If investing in real estate is new for you, you're not alone. There are plenty of people who are just making their way into the real estate market and need a little advice to make sure they are making the right trading decisions. This is where comes in to help. is a full service REIT broker that not only can help you manage your portfolio and online trading, but is also chock full of research and educational tools as well as charts, tables and programs that can help you learn about the REITs you are interested in and make sure you go into this in the right state of mind.

There always has to be a first time for everything. In this case, take a page from the book of Donald Trump, "Every day, you'll have opportunities to take chances and to work outside your safety net. Sure, it's a lot easier to stay in your comfort zone. In my case, business suits and real estate. But sometimes you have to take risks. When the risks pay off, that's when you reap the biggest rewards."

What you need to know about Real Estate Investment Trusts

Real Estate Investment Trusts to Hedge the Stock and Bond Markets

Have you taken a look at your investment portfolio lately? If you have, and it's filled with the normal stock and bond investments, you may have noticed that there has been a lot of damage to those investments in the past year or so. With the credit crunch and the market crash, most investments are half, or less, of what they should be.

This is when you should consider what you should be doing to hedge those other investments. This is where REITs come in.

REITs are Real Estate Investment Trusts. These are funds where you fund a real estate management company. There are a variety of REITs out there. Some offer a way to back real estate developers who are taking on new ventures in construction. Others are meant to fund management of residential real estate such as apartment complexes, condominiums or even neighborhoods. Still others use the funds put into the REIT to operate commercial real estate interests.

I think Louis J. Glickman said it best when he said, "The best investment on earth is earth.” Real estate is always a wise investment. No matter what happens the land will always be there. Sure it may waiver in value from time to time, but in the long run, it will always be around, unlike businesses that can close their doors and take your investments down with them.
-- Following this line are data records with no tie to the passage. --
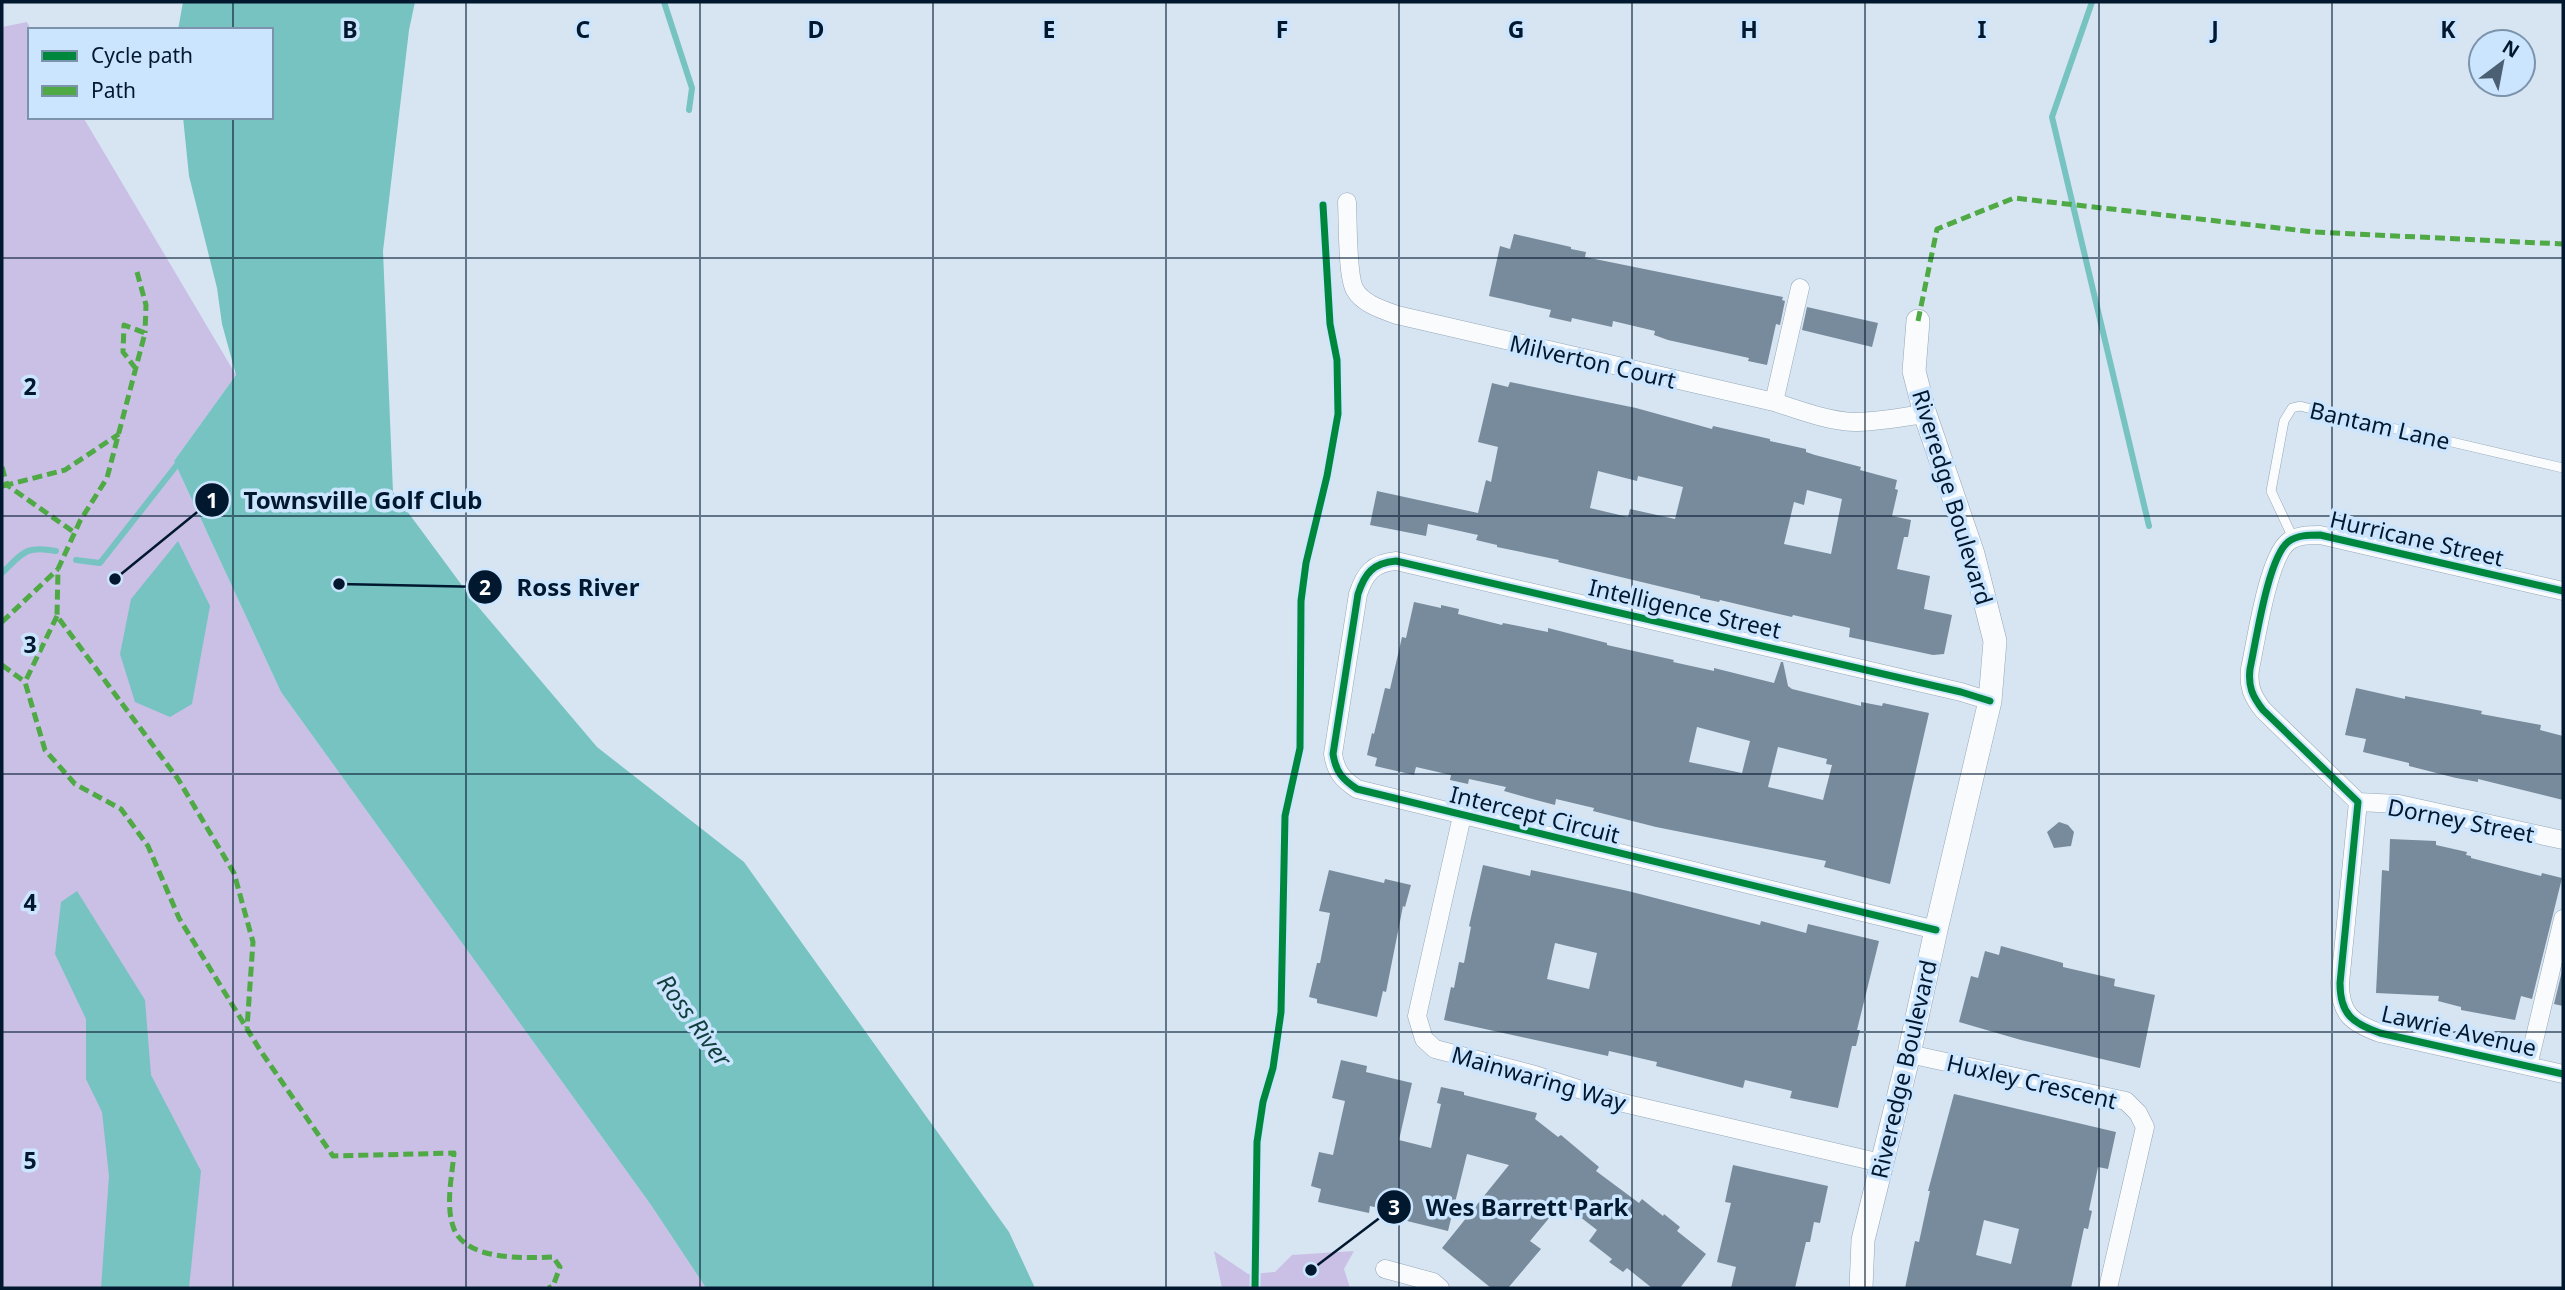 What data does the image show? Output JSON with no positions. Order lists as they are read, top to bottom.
{
  "streets": {
    "street": [
      "Milverton Court",
      "Riveredge Boulevard",
      "Hurricane Street",
      "Intelligence Street",
      "Intercept Circuit",
      "Dorney Street",
      "Lawrie Avenue",
      "Mainwaring Way",
      "Huxley Crescent"
    ],
    "lane": ["Bantam Lane"]
  },
  "crossings": [
    ["Milverton Court", "Riveredge Boulevard"],
    ["Bantam Lane", "Hurricane Street"],
    ["Riveredge Boulevard", "Intelligence Street"],
    ["Riveredge Boulevard", "Intercept Circuit"],
    ["Riveredge Boulevard", "Mainwaring Way"],
    ["Riveredge Boulevard", "Huxley Crescent"],
    ["Intelligence Street", "Intercept Circuit"],
    ["Intercept Circuit", "Mainwaring Way"],
    ["Dorney Street", "Lawrie Avenue"]
  ],
  "water": ["Ross River"],
  "places": ["Townsville Golf Club", "Ross River", "Wes Barrett Park"],
  "legend": ["Cycle path", "Path"],
  "north": "top right",
  "grid": {
    "columns": [
      "B",
      "C",
      "D",
      "E",
      "F",
      "G",
      "H",
      "I",
      "J",
      "K"
    ],
    "rows": [
      "2",
      "3",
      "4",
      "5"
    ]
  }
}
With this said, adding a REIT or two to your portfolio it would offer you a little more diversity and security in your investments.

You never know what the stock market will do. Just in the past few decades we have seen a number of sweeping changes in the market that completely broke some investors. Think of how many people you know who went bust during the era.
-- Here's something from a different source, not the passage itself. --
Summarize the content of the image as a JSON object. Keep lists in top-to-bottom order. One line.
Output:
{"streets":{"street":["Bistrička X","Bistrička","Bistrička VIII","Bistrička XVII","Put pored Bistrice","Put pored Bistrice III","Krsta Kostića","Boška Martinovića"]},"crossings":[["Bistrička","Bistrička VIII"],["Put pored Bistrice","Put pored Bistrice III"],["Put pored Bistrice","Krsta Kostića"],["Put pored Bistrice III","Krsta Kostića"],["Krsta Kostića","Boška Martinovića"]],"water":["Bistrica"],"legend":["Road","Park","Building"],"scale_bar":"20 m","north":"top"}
Often the problem for them was they were too focused on the flavor of the month. They were putting everything they had into the new Dot.coms hoping to continue to ride the boom and make great profits. While they did see some great profits, those did not last forever. For those who kept putting everything they had into the market, they felt the agony of defeat in a major way when the market fell, many losing everything they had.

While there is nothing wrong with trying to jump in on an up and coming thing and make a great profit, it comes down to the old 'all your eggs in one basket' cliché. You don't want to have everything hedging on one investment. Instead have a diverse portfolio so if there is a drop in one area, you have other investments hedged against it.
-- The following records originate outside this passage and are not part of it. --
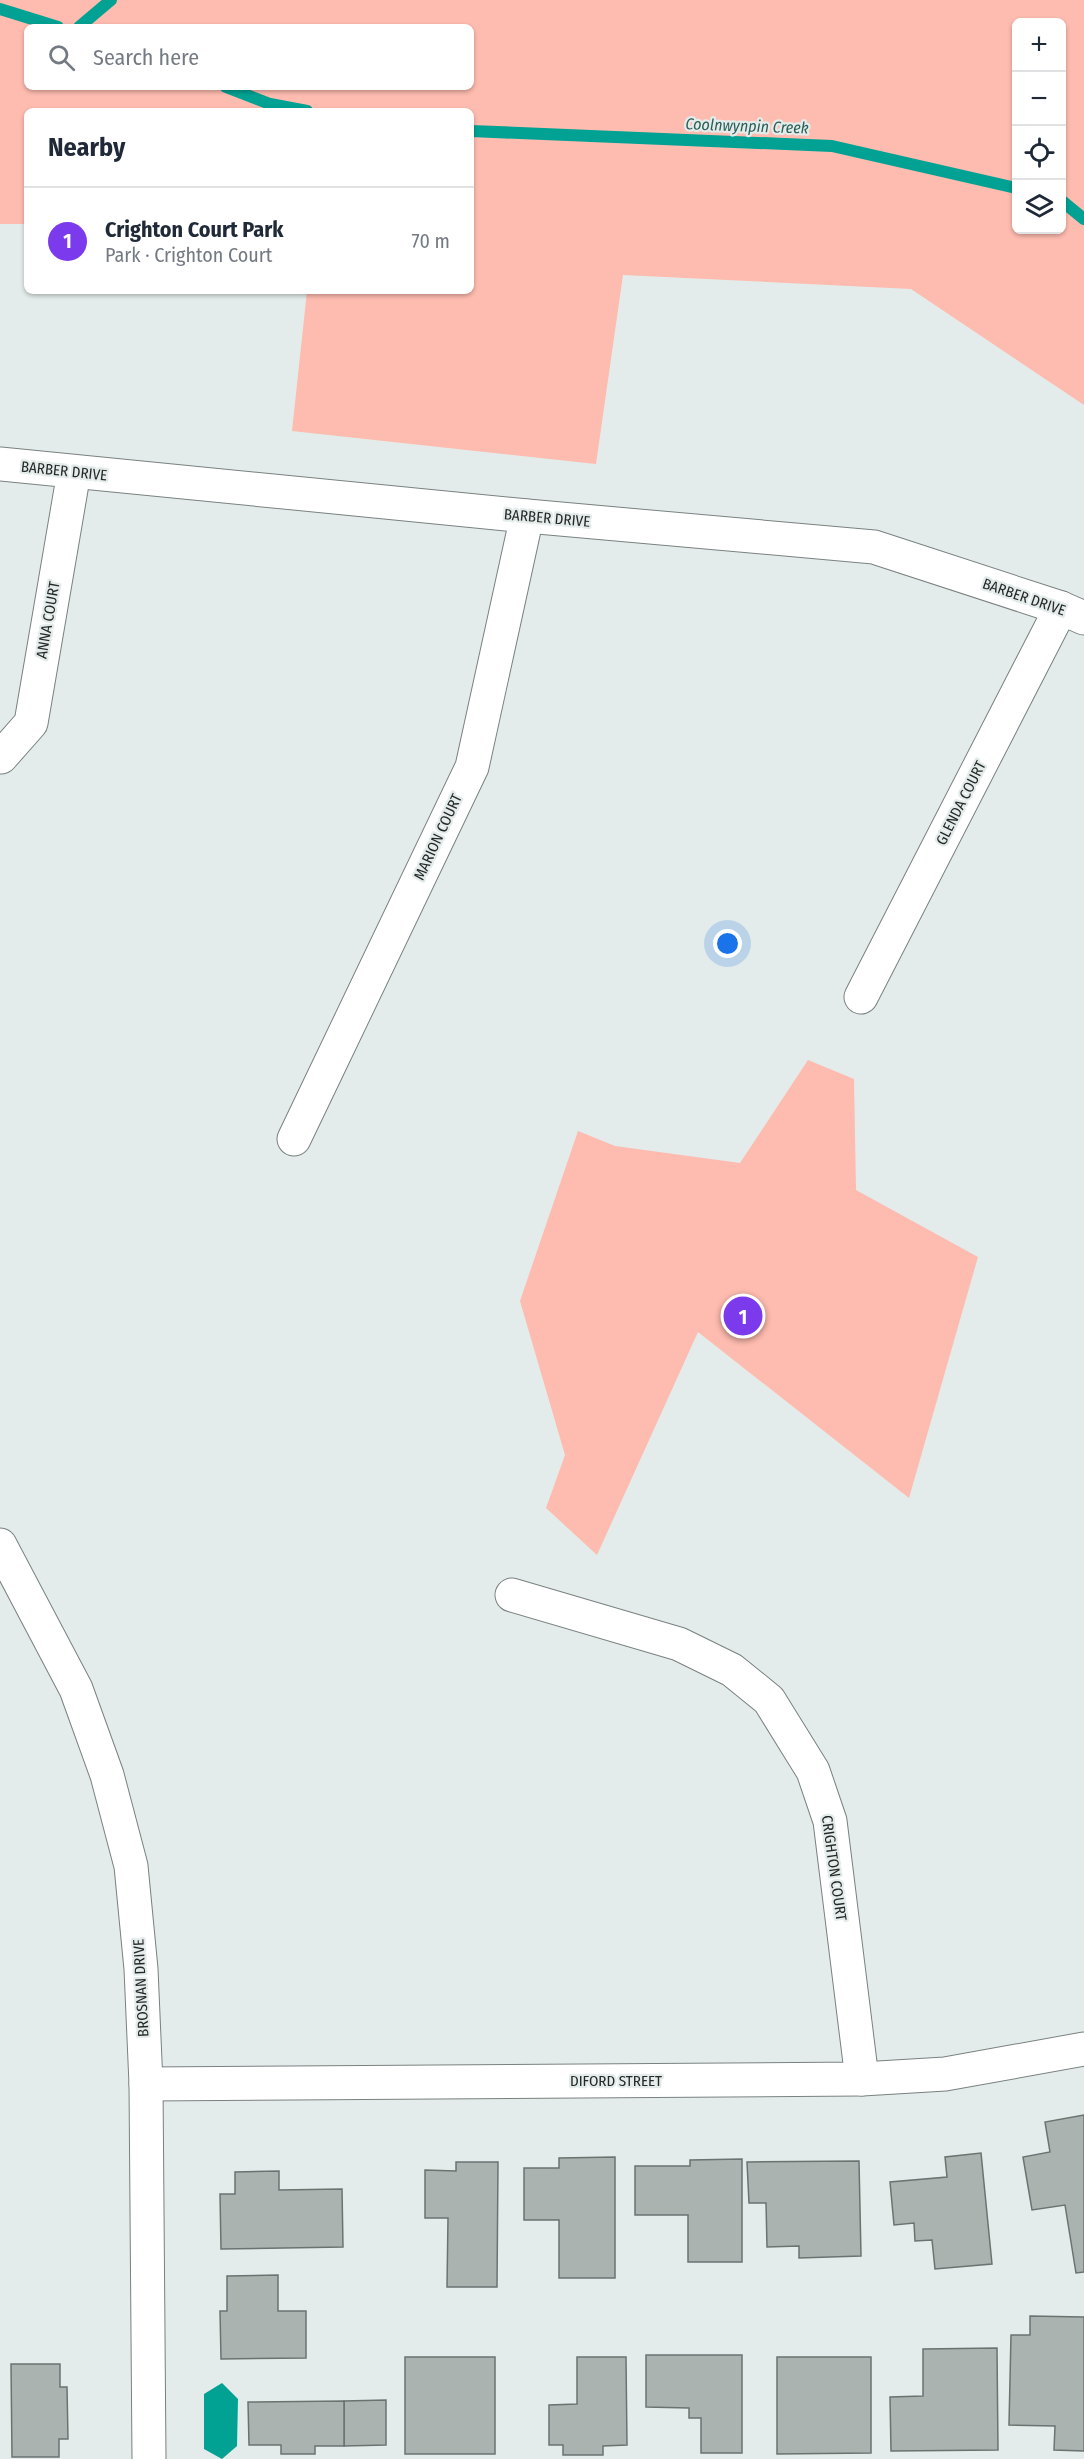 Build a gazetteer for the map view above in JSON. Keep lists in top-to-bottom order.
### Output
{
  "streets": {
    "street": [
      "BARBER DRIVE",
      "ANNA COURT",
      "GLENDA COURT",
      "MARION COURT",
      "CRIGHTON COURT",
      "BROSNAN DRIVE",
      "DIFORD STREET"
    ]
  },
  "crossings": [
    ["BARBER DRIVE", "ANNA COURT"],
    ["BARBER DRIVE", "GLENDA COURT"],
    ["BARBER DRIVE", "MARION COURT"],
    ["CRIGHTON COURT", "DIFORD STREET"],
    ["BROSNAN DRIVE", "DIFORD STREET"]
  ],
  "water": ["Coolnwynpin Creek"],
  "page": {
    "map_buttons": ["+", "−"],
    "search": "Search here",
    "heading": "Nearby",
    "list": [
      {
        "mark": "1",
        "name": "Crighton Court Park",
        "note": "Park · Crighton Court",
        "value": "70 m"
      }
    ],
    "pins": "1"
  }
}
In this case, even when there is a drop in the stock market and mutual funds, real estate usually will hold pretty strong through the down times, keeping you from feeling that all of your investments have been swept away.

When you're ready to take a step towards diversity, make sure to do it right. Going to a website like will help you do just that. They will not only give you the research and information you need to buy wisely, but they are also real estate brokers for these investments and can help you seal the deal.